Wanted: Warm bed, lots of belly rubs and scratching between the ears, someone to play with and love unconditionally as only a dog can.
Likes: walking, cuddling, playing fetch, other dogs, people, treats, escaping from the yard then waiting outside the fence to be let back in.
This is my little man. I found two weeks ago a block away from my house. Pippi and I see stray dogs on a regular basis, and normally we just keep going. This guy, though, was just too sweet for words. And he was hungry. I got him some food and wondered if he was the same dog I'd seen a couple of times in my neighborhood weeks before.
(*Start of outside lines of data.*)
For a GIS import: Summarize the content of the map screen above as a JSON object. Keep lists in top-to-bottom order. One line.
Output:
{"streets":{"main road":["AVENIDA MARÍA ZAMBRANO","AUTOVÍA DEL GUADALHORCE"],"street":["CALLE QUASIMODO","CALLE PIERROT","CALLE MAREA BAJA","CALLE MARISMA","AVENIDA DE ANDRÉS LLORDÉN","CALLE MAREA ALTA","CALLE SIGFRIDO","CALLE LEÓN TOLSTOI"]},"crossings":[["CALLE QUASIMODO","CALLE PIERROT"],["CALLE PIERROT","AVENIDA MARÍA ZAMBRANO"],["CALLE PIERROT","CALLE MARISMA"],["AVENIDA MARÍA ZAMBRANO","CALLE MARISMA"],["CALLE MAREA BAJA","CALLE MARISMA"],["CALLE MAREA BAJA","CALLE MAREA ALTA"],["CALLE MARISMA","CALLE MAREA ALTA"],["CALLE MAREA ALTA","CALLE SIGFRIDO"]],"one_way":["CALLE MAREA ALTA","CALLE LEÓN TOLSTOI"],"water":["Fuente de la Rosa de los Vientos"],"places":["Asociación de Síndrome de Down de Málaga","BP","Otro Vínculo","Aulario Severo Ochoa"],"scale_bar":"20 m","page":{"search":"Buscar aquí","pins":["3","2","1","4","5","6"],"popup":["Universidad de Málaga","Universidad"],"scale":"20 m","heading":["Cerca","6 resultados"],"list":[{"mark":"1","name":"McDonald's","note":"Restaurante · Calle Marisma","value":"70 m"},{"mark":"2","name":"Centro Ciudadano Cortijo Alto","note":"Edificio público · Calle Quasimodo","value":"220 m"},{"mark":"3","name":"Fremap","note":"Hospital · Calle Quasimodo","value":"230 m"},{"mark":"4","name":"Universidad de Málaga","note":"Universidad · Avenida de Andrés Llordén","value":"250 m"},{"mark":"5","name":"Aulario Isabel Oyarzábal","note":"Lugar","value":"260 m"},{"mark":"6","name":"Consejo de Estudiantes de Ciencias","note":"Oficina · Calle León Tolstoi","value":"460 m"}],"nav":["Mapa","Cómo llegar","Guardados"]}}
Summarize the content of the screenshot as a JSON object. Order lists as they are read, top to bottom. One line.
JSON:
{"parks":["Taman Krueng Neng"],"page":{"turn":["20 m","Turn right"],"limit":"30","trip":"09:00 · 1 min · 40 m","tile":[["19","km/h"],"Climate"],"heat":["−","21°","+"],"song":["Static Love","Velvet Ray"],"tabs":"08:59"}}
Worried that he'd been out for a while, I took him home, figuring I could at least make sure he was fed and safe for the night before taking him to the pound the next day during my lunch break.
The thing is, I know the likely outcome of dogs that go to the pound, and even though this little guy is, like, the best dog ever, I knew it probably wouldn't make a difference. My lunch break came and went. The little guy stayed.
For two weeks I put up fliers, posted his picture on Facebook and Twitter and advertised him on Craigslist and other groups. I asked people who I thought might want a dog if they wanted this particular cutie. I found a no-kill shelter that had space as a last resort.
After two weeks and no one came forward, I called the no-kill shelter. The owner said no. I asked myself one more time if I could keep him. The responsible side of me said no. I almost took him to the pound right then because putting it off felt a little bit like walking toward my own death.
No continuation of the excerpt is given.